TASK PROMPT ▸ Write out exactly the lines from the first line of the records below through the line that contains "const shape = rows", and stop there.

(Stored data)

+ + + +

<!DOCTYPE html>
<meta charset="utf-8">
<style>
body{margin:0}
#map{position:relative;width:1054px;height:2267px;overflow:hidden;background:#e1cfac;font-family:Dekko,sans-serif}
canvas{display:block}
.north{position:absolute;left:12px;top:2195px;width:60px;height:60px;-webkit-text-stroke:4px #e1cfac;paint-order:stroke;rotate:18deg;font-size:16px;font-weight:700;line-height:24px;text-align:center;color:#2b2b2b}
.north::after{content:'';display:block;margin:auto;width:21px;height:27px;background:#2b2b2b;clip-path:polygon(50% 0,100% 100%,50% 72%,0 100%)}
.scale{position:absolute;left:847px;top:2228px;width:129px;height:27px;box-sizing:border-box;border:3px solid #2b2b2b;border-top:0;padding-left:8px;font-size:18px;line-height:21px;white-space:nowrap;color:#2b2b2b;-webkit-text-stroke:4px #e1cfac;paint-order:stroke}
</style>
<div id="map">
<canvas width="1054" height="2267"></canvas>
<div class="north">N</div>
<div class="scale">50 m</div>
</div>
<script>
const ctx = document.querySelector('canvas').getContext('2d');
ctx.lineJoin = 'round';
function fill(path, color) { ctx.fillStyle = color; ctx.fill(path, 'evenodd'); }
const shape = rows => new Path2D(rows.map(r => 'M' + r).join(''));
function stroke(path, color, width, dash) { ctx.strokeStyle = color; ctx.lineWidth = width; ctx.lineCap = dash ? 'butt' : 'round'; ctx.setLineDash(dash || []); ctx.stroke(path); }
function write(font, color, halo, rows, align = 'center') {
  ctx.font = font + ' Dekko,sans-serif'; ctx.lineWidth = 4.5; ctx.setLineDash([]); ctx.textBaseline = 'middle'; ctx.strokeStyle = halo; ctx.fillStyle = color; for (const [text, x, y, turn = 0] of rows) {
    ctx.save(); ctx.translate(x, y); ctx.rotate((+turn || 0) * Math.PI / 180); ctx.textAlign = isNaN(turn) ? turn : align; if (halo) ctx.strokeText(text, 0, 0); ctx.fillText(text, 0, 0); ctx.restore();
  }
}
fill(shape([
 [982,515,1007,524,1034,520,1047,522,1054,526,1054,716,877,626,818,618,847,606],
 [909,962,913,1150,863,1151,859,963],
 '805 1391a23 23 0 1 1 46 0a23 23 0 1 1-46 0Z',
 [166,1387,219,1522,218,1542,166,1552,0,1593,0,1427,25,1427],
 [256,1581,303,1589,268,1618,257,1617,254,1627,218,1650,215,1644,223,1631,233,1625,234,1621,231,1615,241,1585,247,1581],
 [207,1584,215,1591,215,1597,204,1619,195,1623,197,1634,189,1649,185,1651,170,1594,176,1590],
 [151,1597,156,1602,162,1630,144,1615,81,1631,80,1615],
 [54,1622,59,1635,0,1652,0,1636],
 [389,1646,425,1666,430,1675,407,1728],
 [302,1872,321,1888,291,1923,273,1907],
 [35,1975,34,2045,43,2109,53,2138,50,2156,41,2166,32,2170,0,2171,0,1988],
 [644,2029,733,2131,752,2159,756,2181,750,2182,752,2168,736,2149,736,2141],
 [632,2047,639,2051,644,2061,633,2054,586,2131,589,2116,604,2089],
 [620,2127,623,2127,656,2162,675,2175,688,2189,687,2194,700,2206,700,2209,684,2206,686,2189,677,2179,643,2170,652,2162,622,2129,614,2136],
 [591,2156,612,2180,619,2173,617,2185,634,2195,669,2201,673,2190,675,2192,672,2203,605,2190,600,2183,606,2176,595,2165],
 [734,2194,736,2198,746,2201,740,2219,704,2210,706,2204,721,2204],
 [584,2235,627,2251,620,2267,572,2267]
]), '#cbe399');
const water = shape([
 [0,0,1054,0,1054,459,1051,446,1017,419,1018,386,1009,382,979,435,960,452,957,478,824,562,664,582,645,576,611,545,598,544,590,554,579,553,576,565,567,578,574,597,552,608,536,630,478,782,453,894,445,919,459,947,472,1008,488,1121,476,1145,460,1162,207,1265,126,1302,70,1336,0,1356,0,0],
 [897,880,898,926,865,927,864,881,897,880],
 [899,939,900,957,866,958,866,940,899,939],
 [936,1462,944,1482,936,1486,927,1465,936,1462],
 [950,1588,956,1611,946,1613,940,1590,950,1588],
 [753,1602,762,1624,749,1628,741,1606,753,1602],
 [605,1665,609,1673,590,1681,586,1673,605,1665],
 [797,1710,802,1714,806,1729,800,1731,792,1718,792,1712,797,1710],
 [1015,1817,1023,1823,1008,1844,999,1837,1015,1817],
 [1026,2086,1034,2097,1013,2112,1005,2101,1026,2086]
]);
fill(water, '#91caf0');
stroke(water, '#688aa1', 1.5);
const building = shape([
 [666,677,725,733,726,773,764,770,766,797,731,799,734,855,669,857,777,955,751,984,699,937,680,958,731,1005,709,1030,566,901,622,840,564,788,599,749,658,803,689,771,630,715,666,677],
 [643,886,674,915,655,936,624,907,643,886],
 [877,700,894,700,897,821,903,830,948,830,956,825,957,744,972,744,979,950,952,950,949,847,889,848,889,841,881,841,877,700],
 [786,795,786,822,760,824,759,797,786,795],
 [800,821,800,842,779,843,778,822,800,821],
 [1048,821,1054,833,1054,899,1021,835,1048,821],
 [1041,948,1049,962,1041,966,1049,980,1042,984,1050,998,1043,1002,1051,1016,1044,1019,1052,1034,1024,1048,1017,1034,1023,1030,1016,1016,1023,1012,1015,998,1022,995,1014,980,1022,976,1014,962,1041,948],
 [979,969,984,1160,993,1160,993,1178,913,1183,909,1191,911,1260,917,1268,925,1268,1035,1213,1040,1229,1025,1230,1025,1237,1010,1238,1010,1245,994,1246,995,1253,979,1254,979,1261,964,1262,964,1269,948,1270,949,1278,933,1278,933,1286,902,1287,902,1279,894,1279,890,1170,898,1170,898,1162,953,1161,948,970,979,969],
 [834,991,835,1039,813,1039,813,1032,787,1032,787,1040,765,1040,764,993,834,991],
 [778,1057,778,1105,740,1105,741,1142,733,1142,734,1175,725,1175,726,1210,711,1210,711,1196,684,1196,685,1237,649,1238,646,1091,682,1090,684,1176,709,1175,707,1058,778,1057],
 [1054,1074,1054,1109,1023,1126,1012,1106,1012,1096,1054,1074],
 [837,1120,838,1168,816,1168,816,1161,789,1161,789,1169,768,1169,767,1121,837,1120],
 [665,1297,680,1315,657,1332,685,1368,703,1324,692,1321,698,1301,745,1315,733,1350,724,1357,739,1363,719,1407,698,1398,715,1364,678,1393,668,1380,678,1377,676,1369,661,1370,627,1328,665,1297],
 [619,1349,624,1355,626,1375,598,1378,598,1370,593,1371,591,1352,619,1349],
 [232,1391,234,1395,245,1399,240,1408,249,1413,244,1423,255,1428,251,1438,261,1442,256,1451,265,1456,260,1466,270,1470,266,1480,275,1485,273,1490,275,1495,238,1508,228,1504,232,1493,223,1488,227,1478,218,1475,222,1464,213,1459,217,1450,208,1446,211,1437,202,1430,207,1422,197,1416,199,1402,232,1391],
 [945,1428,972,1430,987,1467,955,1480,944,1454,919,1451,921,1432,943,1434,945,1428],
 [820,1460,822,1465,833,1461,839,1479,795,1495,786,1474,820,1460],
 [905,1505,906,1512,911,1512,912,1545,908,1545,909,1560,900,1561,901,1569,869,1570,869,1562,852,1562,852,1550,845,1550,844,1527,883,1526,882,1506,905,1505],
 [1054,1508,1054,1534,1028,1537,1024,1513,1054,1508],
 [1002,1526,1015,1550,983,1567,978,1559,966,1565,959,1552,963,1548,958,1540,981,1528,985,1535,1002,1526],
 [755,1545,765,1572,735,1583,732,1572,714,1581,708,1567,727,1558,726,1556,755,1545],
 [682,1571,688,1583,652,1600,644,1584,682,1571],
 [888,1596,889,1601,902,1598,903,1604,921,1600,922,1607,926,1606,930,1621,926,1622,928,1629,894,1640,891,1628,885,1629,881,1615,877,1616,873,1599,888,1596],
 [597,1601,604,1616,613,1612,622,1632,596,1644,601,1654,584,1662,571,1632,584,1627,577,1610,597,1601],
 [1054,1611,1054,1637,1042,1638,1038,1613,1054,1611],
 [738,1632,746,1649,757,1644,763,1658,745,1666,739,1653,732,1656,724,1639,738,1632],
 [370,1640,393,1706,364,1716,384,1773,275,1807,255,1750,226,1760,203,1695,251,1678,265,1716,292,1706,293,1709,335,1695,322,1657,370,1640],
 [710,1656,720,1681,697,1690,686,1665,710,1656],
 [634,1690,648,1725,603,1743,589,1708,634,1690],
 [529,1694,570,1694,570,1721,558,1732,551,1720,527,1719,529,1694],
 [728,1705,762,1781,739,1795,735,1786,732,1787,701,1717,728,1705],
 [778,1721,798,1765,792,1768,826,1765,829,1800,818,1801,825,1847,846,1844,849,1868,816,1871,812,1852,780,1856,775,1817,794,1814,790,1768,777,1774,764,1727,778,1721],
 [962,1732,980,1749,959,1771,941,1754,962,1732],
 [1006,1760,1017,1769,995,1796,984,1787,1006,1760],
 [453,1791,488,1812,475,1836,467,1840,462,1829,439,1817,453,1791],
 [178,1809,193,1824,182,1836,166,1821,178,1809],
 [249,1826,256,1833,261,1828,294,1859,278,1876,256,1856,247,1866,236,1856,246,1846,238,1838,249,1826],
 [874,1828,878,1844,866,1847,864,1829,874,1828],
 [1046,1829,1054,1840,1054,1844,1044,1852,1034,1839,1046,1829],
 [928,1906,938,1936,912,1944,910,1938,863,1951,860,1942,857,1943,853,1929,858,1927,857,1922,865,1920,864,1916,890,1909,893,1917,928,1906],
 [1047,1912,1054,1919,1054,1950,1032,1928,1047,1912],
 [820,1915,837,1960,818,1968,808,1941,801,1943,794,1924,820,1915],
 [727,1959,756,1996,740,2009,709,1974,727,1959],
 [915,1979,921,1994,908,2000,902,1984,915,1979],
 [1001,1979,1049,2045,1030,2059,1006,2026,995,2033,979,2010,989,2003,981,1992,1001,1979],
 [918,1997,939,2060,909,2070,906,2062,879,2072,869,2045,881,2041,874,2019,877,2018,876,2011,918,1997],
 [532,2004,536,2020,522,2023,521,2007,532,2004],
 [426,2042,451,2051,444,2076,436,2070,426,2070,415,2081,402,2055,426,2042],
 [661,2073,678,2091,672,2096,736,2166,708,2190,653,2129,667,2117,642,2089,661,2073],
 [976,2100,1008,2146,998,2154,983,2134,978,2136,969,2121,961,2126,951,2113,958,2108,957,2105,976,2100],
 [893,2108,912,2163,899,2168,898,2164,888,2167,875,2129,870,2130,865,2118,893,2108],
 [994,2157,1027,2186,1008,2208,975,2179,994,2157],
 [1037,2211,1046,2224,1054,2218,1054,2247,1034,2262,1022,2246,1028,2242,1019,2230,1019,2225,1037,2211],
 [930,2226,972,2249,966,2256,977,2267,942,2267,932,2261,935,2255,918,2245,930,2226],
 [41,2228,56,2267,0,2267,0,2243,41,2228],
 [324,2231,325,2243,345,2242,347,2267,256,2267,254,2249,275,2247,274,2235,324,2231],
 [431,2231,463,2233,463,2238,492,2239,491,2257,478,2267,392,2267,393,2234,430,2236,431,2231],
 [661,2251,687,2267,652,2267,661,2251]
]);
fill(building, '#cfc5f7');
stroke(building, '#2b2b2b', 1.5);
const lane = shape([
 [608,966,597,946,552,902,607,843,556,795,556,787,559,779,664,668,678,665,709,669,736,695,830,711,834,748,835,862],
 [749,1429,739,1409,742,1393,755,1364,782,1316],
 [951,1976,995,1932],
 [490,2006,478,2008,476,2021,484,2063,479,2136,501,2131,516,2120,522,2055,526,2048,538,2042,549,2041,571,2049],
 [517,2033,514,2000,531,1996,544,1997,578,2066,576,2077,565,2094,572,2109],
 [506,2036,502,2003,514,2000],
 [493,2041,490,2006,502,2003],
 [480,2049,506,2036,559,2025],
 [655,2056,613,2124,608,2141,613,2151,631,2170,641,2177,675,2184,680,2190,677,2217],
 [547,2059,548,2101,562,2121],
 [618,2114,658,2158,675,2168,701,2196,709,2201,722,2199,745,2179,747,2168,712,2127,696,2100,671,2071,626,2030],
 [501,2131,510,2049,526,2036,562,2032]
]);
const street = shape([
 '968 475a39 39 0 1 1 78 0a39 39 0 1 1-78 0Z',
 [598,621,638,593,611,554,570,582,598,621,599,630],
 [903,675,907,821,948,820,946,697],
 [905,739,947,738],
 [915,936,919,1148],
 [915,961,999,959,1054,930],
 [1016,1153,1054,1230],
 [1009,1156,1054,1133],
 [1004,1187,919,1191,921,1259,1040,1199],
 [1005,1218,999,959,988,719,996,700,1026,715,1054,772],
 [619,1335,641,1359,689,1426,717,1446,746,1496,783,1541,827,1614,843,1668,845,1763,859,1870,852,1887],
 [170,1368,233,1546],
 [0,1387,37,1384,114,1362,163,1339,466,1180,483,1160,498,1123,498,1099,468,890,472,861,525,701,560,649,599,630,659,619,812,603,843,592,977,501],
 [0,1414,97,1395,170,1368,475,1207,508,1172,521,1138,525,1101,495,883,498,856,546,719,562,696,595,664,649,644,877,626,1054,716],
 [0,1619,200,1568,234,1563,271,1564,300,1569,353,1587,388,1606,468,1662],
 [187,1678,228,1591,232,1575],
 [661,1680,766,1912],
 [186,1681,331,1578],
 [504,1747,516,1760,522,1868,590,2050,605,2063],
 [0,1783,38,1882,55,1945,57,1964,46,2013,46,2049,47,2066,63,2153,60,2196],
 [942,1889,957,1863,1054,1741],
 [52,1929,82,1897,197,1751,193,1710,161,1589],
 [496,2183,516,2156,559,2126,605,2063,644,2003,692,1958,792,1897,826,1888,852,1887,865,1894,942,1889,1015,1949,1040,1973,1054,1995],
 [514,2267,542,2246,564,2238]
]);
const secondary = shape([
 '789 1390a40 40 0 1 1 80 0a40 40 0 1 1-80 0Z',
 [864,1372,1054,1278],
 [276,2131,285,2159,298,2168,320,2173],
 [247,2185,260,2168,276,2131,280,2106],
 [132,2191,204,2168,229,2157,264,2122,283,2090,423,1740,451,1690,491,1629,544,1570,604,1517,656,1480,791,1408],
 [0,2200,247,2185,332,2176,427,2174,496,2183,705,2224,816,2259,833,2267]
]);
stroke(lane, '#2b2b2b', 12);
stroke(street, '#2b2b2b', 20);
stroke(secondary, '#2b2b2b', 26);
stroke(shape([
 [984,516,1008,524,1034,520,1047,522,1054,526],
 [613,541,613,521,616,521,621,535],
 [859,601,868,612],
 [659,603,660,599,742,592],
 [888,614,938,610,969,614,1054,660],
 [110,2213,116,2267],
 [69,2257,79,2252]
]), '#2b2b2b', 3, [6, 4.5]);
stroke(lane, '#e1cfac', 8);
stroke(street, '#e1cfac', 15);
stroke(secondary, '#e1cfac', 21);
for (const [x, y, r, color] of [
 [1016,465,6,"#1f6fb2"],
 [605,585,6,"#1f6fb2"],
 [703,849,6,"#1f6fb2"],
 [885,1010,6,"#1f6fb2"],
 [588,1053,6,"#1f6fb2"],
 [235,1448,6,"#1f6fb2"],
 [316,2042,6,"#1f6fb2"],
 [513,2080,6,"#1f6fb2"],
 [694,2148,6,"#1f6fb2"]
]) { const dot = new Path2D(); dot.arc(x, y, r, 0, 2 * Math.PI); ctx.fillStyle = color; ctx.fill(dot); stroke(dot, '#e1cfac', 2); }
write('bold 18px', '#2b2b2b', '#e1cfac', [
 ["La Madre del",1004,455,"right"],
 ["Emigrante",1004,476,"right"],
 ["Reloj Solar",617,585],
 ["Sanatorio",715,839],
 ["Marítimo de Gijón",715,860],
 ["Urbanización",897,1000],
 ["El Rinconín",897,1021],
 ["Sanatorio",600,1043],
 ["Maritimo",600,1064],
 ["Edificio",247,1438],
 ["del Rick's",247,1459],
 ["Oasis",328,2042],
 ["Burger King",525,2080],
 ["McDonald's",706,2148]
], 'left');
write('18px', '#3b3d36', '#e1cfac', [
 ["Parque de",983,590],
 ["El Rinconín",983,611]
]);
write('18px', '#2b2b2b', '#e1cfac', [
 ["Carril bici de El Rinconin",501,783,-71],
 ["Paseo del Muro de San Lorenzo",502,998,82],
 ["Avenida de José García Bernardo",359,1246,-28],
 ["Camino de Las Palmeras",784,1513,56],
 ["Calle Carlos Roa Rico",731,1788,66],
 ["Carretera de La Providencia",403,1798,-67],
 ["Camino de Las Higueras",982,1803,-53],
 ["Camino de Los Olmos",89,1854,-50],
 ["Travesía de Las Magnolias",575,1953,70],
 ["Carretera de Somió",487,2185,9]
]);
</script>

+ + + +

REPLY TO THE EXERCISE ▸
<!DOCTYPE html>
<meta charset="utf-8">
<style>
body{margin:0}
#map{position:relative;width:1054px;height:2267px;overflow:hidden;background:#e1cfac;font-family:Dekko,sans-serif}
canvas{display:block}
.north{position:absolute;left:12px;top:2195px;width:60px;height:60px;-webkit-text-stroke:4px #e1cfac;paint-order:stroke;rotate:18deg;font-size:16px;font-weight:700;line-height:24px;text-align:center;color:#2b2b2b}
.north::after{content:'';display:block;margin:auto;width:21px;height:27px;background:#2b2b2b;clip-path:polygon(50% 0,100% 100%,50% 72%,0 100%)}
.scale{position:absolute;left:847px;top:2228px;width:129px;height:27px;box-sizing:border-box;border:3px solid #2b2b2b;border-top:0;padding-left:8px;font-size:18px;line-height:21px;white-space:nowrap;color:#2b2b2b;-webkit-text-stroke:4px #e1cfac;paint-order:stroke}
</style>
<div id="map">
<canvas width="1054" height="2267"></canvas>
<div class="north">N</div>
<div class="scale">50 m</div>
</div>
<script>
const ctx = document.querySelector('canvas').getContext('2d');
ctx.lineJoin = 'round';
function fill(path, color) { ctx.fillStyle = color; ctx.fill(path, 'evenodd'); }
const shape = rows => new Path2D(rows.map(r => 'M' + r).join(''));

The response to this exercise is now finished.